I recently learned about this a few months ago and finally got around to writing about it. If I didn’t know about it, I’m taking a chance that some of you don’t know either!

If you are with Gmail, your email address has multiple variations already built into one!

gmail-google-logo-email

Let me explain the back story:

I found this out by accident because I had tried to register my personal name without any dots in it, thinking I needed something simple to give to people.

When I went to go register it, my heart sank when it told me it was already taken.

Then I recalled a long time ago when Gmail first debuted, I was on the first wave of people who had Gmail addresses, and I had instantly registered my full name without any dots.

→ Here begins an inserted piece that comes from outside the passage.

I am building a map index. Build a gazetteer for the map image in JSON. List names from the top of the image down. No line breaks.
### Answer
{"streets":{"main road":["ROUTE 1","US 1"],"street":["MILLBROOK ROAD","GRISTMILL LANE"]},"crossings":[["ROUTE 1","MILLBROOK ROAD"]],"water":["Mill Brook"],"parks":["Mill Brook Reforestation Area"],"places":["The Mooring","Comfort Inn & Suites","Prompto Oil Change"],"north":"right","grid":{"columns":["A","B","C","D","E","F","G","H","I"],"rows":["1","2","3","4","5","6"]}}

Heartened, I tried to sign in with that, and clicked on “Forgot password” (it was so long ago, I couldn’t remember what password I may have used!).

To my surprise, my own CURRENT password hint popped up for my regular email address with dots, and it immediately dawned on me that I owned them all.

YAY FOR GMAIL DOTS!

Basically, if you have a name like: mochiandmacarons, you can do anything you want to it.

You can add dots to change up your email address to look like something different!

You can enter:

mochi.and.macarons

OR

mochiand..macarons

…and it will all go into the same mailbox.

Just don’t try to add numbers or letters, it will be a different email address altogether.

Here are your options to play around with in your email address:

That’s good to know, but what the heck can I do with this?

An excellent way to use this is to give one style of your email address to be used for all career or job related things, another variation for family, another for friends, etc.

Then when you receive the emails, you can filter incoming emails by the way they have typed your email address, and you can have automatic labels like “CAREER” slapped on emails that have a dot at the front of the email address, or at the end.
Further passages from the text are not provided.